[Saved data entries]
===

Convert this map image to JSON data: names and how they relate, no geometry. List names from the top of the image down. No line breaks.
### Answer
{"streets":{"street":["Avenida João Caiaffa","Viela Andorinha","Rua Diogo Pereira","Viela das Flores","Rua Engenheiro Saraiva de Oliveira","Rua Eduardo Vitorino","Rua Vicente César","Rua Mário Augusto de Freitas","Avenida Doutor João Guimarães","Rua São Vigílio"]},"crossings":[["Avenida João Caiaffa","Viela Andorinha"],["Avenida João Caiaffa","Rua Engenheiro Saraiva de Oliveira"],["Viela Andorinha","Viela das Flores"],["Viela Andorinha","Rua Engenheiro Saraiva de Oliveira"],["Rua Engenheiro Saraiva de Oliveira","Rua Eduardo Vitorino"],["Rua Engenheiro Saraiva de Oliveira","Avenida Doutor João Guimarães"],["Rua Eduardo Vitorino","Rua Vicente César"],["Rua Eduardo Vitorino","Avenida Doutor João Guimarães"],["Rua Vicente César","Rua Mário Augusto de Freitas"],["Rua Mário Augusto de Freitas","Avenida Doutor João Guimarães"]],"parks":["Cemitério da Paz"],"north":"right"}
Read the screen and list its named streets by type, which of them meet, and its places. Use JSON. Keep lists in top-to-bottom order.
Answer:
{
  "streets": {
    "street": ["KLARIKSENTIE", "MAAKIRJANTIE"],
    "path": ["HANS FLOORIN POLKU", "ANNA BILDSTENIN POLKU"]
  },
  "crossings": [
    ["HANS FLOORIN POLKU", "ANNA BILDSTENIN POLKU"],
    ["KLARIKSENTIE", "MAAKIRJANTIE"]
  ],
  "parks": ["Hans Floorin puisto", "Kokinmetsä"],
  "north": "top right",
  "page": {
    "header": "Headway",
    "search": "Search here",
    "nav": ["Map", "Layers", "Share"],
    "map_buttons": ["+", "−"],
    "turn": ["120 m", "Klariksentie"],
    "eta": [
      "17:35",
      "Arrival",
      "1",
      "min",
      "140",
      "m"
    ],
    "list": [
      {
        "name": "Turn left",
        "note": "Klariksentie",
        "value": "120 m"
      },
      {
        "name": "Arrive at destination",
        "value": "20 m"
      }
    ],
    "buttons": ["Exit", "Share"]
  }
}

===

What the exercise asks
Word for word, transcribe each record.

Result of the task
Convert this map image to JSON data: names and how they relate, no geometry. List names from the top of the image down. No line breaks.
### Answer
{"streets":{"street":["Avenida João Caiaffa","Viela Andorinha","Rua Diogo Pereira","Viela das Flores","Rua Engenheiro Saraiva de Oliveira","Rua Eduardo Vitorino","Rua Vicente César","Rua Mário Augusto de Freitas","Avenida Doutor João Guimarães","Rua São Vigílio"]},"crossings":[["Avenida João Caiaffa","Viela Andorinha"],["Avenida João Caiaffa","Rua Engenheiro Saraiva de Oliveira"],["Viela Andorinha","Viela das Flores"],["Viela Andorinha","Rua Engenheiro Saraiva de Oliveira"],["Rua Engenheiro Saraiva de Oliveira","Rua Eduardo Vitorino"],["Rua Engenheiro Saraiva de Oliveira","Avenida Doutor João Guimarães"],["Rua Eduardo Vitorino","Rua Vicente César"],["Rua Eduardo Vitorino","Avenida Doutor João Guimarães"],["Rua Vicente César","Rua Mário Augusto de Freitas"],["Rua Mário Augusto de Freitas","Avenida Doutor João Guimarães"]],"parks":["Cemitério da Paz"],"north":"right"}
Read the screen and list its named streets by type, which of them meet, and its places. Use JSON. Keep lists in top-to-bottom order.
Answer:
{
  "streets": {
    "street": ["KLARIKSENTIE", "MAAKIRJANTIE"],
    "path": ["HANS FLOORIN POLKU", "ANNA BILDSTENIN POLKU"]
  },
  "crossings": [
    ["HANS FLOORIN POLKU", "ANNA BILDSTENIN POLKU"],
    ["KLARIKSENTIE", "MAAKIRJANTIE"]
  ],
  "parks": ["Hans Floorin puisto", "Kokinmetsä"],
  "north": "top right",
  "page": {
    "header": "Headway",
    "search": "Search here",
    "nav": ["Map", "Layers", "Share"],
    "map_buttons": ["+", "−"],
    "turn": ["120 m", "Klariksentie"],
    "eta": [
      "17:35",
      "Arrival",
      "1",
      "min",
      "140",
      "m"
    ],
    "list": [
      {
        "name": "Turn left",
        "note": "Klariksentie",
        "value": "120 m"
      },
      {
        "name": "Arrive at destination",
        "value": "20 m"
      }
    ],
    "buttons": ["Exit", "Share"]
  }
}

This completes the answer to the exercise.